Tens of thousands of people joined marches across the country, including in Paris, where there were brief clashes with police.
“May 1 is not just any day,” said Small and Medium Enterprises Minister Serge Papin. “It symbolizes social achievements derived from a century of construction of social norms that have given rise to the labor code that we know in France. It is, indeed, a special day.”
Calls for street protests and boycotts in the US
In the United States, where May Day is not a federal holiday, May Day Strong, a coalition of activist groups and unions, called on the population to protest under the slogan “workers before billionaires.”
Showing strong opposition to Trump’s policies, organizers listed thousands of actions for the day across the country and seek to cause an economic blackout with the slogan “no school, no work, no shopping.”
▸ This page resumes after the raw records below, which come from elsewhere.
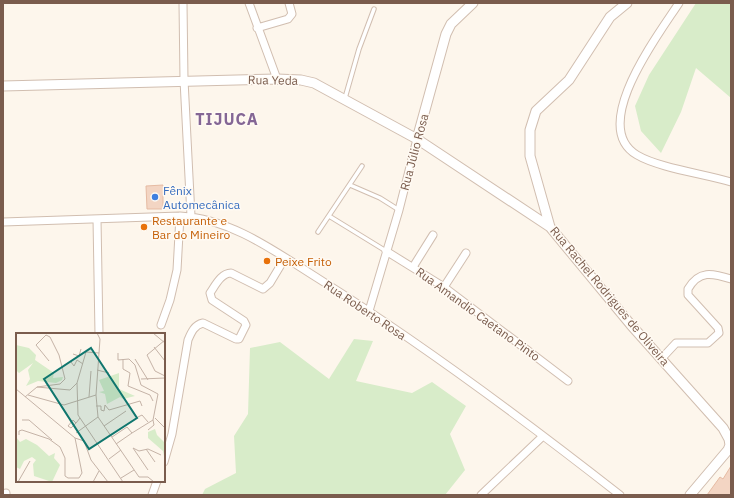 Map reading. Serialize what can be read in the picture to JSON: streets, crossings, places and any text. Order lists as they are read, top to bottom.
{
  "streets": {
    "street": [
      "Rua Yeda",
      "Rua Júlio Rosa",
      "Rua Rachel Rodrigues de Oliveira",
      "Rua Roberto Rosa",
      "Rua Amandio Caetano Pinto"
    ]
  },
  "crossings": [
    ["Rua Yeda", "Rua Júlio Rosa"],
    ["Rua Yeda", "Rua Rachel Rodrigues de Oliveira"],
    ["Rua Júlio Rosa", "Rua Roberto Rosa"],
    ["Rua Júlio Rosa", "Rua Amandio Caetano Pinto"]
  ],
  "districts": ["TIJUCA"],
  "places": ["Fênix Automecânica", "Restaurante e Bar do Mineiro", "Peixe Frito"]
}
Their demands include taxing the rich and ending the Trump administration’s immigration offensive.
Although labor and migrant rights have historically been intertwined, the focus of the country’s May Day marches was on immigration in 2006. That’s when approximately one million people, including nearly half a million in Chicago alone, took to the streets to protest a federal law that would have made living in the United States without legal permission a felony.
Roots in Chicago
May Day, or International Workers’ Day, dates back more than a century to a crucial period in American labor history.
In the 1880s, unions pushed for the implementation of the eight-hour workday. A demonstration in Chicago in May 1886 turned deadly when a bomb exploded and police responded with gunfire. Several union activists—most of them migrants—were convicted of conspiracy and other charges, and four were executed.
Later, unions designated May 1 as the day to honor workers. A monument in Chicago’s Haymarket Square commemorates them with the inscription: “Dedicated to all the workers of the world.”